As currently drafted … Definition 2.26 Sustainable Development, on Page 13 of the Proposed New Part 11, is not only ambiguous, it is inadequate for India’s needs … and it is barely the first half of the full, correct definition …

Sustainable Development  is development that meets the needs of the present without compromising the ability of future generations to meet their own needs.  It contains within it two key concepts:

  • the concept of ‘needs’, in particular the essential needs of the world’s poor, to which overriding priority should be given ;  and
  • the idea of limitations imposed by the state of technology and social organization on the environment’s ability to meet present and future needs.

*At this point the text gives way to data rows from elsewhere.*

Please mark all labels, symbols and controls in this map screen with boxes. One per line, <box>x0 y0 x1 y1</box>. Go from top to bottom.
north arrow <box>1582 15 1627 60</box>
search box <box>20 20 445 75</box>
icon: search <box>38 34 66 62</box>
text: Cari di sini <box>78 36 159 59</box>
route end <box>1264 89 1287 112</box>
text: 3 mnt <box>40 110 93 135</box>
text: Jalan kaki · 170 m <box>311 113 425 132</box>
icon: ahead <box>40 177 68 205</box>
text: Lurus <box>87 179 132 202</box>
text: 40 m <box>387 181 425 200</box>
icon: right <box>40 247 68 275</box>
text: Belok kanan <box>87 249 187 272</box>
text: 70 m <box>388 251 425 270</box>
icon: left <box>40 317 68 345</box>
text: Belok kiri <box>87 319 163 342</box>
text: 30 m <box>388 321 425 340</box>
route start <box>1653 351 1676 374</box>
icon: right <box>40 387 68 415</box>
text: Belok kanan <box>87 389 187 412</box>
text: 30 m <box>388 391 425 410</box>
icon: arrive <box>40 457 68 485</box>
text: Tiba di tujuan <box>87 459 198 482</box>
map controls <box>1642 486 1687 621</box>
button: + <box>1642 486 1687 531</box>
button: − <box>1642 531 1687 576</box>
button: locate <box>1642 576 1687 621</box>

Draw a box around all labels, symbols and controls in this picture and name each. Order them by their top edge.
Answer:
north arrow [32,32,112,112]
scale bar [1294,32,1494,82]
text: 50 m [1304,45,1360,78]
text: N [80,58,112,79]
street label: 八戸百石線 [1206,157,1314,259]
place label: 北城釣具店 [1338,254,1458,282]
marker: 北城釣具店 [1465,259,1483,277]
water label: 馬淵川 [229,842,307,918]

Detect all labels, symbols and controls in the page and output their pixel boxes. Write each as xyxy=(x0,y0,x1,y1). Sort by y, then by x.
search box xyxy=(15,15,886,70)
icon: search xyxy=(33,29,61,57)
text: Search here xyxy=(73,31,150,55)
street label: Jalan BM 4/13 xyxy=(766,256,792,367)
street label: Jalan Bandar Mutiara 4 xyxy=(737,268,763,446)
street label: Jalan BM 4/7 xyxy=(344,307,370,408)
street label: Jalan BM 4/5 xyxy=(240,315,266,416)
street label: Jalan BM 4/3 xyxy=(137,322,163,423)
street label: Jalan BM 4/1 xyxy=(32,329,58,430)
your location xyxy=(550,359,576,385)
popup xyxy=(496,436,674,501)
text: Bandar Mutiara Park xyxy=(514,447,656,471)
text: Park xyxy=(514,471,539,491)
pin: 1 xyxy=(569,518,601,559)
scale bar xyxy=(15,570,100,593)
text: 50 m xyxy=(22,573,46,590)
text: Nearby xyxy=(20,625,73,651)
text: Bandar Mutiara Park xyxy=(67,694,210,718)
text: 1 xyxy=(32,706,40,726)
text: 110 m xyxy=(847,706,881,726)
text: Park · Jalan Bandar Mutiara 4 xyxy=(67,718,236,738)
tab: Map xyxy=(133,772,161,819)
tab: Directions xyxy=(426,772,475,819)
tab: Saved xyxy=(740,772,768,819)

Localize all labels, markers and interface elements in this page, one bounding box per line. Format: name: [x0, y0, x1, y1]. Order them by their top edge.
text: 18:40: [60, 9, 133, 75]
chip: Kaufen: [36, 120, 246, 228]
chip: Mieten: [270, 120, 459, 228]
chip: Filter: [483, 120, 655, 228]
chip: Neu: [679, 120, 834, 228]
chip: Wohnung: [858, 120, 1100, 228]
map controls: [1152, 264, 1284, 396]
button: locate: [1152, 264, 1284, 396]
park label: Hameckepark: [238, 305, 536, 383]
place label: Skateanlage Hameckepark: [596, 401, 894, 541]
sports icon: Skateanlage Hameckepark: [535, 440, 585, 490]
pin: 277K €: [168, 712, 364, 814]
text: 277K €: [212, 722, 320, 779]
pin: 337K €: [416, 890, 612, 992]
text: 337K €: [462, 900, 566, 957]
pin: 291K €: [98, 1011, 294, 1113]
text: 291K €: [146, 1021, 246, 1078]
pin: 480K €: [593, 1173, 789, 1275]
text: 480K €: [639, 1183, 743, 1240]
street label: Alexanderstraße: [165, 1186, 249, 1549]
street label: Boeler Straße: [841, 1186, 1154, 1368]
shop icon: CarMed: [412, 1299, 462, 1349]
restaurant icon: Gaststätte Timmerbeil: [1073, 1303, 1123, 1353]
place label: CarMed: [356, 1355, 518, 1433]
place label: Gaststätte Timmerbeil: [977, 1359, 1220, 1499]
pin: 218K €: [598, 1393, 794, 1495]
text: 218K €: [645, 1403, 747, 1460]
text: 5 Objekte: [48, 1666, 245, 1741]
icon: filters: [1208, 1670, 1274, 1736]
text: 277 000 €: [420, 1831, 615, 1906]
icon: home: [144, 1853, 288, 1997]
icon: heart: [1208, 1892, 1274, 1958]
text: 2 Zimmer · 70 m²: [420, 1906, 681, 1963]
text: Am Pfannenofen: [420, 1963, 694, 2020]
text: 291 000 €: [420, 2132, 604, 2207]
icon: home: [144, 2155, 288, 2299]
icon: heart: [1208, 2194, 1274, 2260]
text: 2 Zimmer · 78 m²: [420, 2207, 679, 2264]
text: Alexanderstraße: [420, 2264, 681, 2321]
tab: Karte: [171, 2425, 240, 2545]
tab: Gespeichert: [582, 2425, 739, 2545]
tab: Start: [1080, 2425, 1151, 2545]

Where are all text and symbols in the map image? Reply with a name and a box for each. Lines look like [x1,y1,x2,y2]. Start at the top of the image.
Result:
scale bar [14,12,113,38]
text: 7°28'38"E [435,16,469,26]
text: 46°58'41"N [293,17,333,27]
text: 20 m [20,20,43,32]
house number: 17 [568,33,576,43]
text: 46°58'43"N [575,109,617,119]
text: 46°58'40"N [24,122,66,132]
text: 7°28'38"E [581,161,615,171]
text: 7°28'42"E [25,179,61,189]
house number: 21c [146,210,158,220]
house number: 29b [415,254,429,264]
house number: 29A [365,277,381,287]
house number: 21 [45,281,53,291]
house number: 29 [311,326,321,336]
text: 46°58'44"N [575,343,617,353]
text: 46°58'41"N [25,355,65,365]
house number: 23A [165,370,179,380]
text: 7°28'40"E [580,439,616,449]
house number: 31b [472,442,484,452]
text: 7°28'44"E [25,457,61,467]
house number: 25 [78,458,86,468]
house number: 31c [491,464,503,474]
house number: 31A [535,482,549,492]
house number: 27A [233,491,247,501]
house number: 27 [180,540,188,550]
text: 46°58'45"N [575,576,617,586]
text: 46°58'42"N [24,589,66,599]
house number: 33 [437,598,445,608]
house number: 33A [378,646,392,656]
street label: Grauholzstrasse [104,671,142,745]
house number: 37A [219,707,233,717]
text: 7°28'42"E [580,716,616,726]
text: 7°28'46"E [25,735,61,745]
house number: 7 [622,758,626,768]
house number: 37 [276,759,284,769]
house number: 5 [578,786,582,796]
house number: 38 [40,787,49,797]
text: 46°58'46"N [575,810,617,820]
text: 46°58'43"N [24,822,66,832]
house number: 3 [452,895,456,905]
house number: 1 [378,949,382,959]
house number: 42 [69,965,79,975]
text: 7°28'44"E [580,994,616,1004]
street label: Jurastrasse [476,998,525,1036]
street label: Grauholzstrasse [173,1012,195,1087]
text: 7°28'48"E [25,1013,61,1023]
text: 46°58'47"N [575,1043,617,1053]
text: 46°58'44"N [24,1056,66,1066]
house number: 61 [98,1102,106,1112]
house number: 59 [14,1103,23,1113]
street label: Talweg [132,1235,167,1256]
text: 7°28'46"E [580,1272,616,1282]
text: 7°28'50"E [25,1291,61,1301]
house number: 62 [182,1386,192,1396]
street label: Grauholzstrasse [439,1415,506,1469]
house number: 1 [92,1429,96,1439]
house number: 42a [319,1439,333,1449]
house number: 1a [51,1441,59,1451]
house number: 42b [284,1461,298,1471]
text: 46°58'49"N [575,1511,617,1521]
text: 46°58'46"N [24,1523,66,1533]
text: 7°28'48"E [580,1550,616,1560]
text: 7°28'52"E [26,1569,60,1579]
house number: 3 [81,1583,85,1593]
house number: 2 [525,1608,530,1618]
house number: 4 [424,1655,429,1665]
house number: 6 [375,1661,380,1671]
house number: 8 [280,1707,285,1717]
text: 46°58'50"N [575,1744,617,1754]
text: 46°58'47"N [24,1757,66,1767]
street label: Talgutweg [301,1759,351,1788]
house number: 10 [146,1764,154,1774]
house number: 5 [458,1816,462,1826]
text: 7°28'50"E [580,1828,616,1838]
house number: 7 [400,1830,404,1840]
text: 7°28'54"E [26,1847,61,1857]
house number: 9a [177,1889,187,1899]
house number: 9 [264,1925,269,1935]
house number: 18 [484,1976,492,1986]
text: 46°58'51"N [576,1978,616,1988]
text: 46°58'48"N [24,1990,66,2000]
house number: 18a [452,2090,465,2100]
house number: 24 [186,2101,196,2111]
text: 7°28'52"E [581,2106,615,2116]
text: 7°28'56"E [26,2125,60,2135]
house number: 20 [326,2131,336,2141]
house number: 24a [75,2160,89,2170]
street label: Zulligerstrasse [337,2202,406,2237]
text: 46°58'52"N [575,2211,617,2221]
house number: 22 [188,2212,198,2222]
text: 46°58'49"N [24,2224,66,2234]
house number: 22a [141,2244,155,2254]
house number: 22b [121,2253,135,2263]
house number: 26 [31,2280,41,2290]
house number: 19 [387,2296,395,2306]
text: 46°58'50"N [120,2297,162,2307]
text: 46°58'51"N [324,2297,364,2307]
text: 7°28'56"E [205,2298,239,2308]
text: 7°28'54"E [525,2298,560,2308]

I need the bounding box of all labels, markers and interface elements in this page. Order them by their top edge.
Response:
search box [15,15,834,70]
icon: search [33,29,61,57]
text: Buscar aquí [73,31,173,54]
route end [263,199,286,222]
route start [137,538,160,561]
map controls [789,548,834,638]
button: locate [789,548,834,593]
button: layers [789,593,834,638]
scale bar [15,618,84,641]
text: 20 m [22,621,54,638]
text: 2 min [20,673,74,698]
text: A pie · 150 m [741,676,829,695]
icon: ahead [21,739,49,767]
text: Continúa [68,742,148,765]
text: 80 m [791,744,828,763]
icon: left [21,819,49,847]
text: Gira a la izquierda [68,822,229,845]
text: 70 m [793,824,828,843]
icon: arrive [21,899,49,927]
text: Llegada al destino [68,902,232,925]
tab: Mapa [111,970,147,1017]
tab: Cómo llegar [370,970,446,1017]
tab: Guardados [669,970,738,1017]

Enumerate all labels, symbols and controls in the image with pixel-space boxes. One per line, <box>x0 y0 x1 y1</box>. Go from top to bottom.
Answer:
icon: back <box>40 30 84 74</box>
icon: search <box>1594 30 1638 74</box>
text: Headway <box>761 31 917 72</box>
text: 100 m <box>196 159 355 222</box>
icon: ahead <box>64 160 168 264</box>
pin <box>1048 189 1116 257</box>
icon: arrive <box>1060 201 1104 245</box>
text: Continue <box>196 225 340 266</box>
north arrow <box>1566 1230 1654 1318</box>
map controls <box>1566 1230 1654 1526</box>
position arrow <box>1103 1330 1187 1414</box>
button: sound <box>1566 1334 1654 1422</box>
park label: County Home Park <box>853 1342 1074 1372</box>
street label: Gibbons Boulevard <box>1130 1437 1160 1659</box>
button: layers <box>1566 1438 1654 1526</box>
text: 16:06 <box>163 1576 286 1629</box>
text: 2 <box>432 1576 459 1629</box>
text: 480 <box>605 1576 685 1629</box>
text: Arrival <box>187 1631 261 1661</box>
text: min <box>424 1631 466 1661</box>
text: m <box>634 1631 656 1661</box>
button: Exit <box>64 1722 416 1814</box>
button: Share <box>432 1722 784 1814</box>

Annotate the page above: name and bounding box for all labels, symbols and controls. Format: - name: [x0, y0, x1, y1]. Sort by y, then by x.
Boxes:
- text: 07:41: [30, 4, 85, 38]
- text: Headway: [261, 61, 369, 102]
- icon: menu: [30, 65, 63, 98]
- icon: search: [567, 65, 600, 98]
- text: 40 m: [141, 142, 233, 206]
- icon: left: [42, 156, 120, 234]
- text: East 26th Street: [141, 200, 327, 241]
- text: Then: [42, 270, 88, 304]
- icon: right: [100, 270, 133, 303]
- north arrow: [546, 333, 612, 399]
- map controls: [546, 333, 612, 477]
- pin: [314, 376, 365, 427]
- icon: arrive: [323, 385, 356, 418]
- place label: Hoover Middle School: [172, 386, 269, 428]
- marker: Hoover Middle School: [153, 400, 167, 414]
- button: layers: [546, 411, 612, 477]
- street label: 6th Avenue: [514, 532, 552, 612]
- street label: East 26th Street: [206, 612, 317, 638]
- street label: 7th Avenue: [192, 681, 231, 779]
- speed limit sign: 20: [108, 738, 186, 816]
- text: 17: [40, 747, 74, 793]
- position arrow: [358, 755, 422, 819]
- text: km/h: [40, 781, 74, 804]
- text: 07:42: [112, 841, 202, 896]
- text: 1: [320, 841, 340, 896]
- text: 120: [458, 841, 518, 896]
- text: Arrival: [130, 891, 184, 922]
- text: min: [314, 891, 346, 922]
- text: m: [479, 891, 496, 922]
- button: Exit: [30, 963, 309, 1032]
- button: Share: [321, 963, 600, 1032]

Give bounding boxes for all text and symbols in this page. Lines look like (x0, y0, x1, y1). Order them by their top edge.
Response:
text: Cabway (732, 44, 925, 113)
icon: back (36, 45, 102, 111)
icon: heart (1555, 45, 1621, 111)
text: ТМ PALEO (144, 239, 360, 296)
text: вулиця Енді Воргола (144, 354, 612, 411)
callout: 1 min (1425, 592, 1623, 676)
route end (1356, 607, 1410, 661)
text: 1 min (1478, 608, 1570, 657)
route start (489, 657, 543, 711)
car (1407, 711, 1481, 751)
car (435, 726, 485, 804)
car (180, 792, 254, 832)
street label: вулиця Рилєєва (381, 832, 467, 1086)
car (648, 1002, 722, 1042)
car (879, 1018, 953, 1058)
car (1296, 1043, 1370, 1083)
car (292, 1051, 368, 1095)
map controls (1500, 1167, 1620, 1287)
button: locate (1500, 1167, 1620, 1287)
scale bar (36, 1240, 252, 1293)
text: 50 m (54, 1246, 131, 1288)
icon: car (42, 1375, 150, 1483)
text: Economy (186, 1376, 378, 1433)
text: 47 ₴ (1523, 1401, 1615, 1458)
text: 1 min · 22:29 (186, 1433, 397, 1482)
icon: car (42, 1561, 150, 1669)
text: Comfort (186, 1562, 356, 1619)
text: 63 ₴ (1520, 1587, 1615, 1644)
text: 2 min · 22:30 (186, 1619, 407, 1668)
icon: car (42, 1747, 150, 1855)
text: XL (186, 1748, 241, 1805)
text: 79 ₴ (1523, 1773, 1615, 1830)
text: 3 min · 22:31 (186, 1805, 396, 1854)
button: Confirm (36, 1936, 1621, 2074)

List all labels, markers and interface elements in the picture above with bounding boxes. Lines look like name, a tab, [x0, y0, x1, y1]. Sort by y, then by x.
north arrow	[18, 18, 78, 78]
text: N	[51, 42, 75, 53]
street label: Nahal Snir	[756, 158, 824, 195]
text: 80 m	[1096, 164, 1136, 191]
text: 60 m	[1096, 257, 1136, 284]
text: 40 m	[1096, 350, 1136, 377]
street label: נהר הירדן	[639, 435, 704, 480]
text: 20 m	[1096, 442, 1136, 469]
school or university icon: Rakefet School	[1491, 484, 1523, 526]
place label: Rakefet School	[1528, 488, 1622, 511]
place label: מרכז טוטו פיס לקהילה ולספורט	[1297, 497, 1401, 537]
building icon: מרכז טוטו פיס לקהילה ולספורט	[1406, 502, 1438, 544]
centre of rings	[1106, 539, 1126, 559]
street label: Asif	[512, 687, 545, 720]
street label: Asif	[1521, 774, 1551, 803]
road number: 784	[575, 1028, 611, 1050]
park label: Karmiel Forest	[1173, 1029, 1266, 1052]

[ Please refer to the 1987 Report of the World Commission on Environment & Development (WCED): ‘Our Common Future’ – Chapter 2, Paragraph 1.]

This original definition in the 1987 WCED Report IS appropriate for India … and it must become the core definition at the heart of India’s National Sustainable Buildings Strategy !

A careful reading of the full definition makes it clear that there are Many Aspects to this intricate, open, dynamic and still evolving concept … the most important of which are:  Social, Economic, Environmental, Institutional, Political, and Legal.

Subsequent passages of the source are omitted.